BEIRUT: French military intervention in Mali and a hostage crisis in Algeria, sparked by the actions of Al-Qaeda-inspired militants, appear to be another reason for hesitation by the U.S. and its allies when it comes to stepping up engagement on the Syria crisis, experts have told The Daily Star.
Paris this month deployed several thousand troops in the African country to battle hard-line Islamist militants, who then initiated a hostage crisis to the north in Algeria, resulting in swift and bloody intervention by that country’s army to end the standoff.
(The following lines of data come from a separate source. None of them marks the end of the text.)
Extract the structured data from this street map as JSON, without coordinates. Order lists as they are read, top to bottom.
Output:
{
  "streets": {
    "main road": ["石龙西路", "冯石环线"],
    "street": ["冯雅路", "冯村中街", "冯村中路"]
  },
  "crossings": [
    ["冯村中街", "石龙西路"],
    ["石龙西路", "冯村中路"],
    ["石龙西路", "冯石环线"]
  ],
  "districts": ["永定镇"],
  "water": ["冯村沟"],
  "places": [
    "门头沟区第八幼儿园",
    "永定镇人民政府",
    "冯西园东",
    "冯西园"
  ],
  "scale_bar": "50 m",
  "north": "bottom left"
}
Paris’ equally rapid move toward Mali was seized on by Syrian demonstrators, activists and opposition politicians to highlight what they said was the hypocrisy of the international community in allowing rapid, direct action in Africa, while hesitating when it comes to Syria.
In interviews this week with two different outlets, U.S. President Barack Obama defended his administration’s hesitation to act more forcefully, as he questioned whether Washington had an interest in dramatically altering its level of intervention in Syria.
“In a situation like Syria, I have to ask: Can we make a difference in that situation?” asked Obama, who speculated that such moves could turn out to be counterproductive.
“Could it trigger even worse violence or the use of chemical weapons? What offers the best prospect of a stable post-Assad regime?” the president told The New Republic magazine.
Speaking on the CBS television program “60 Minutes,” Obama deflected criticism that Washington has been reluctant to engage in foreign policy issues such as Syria.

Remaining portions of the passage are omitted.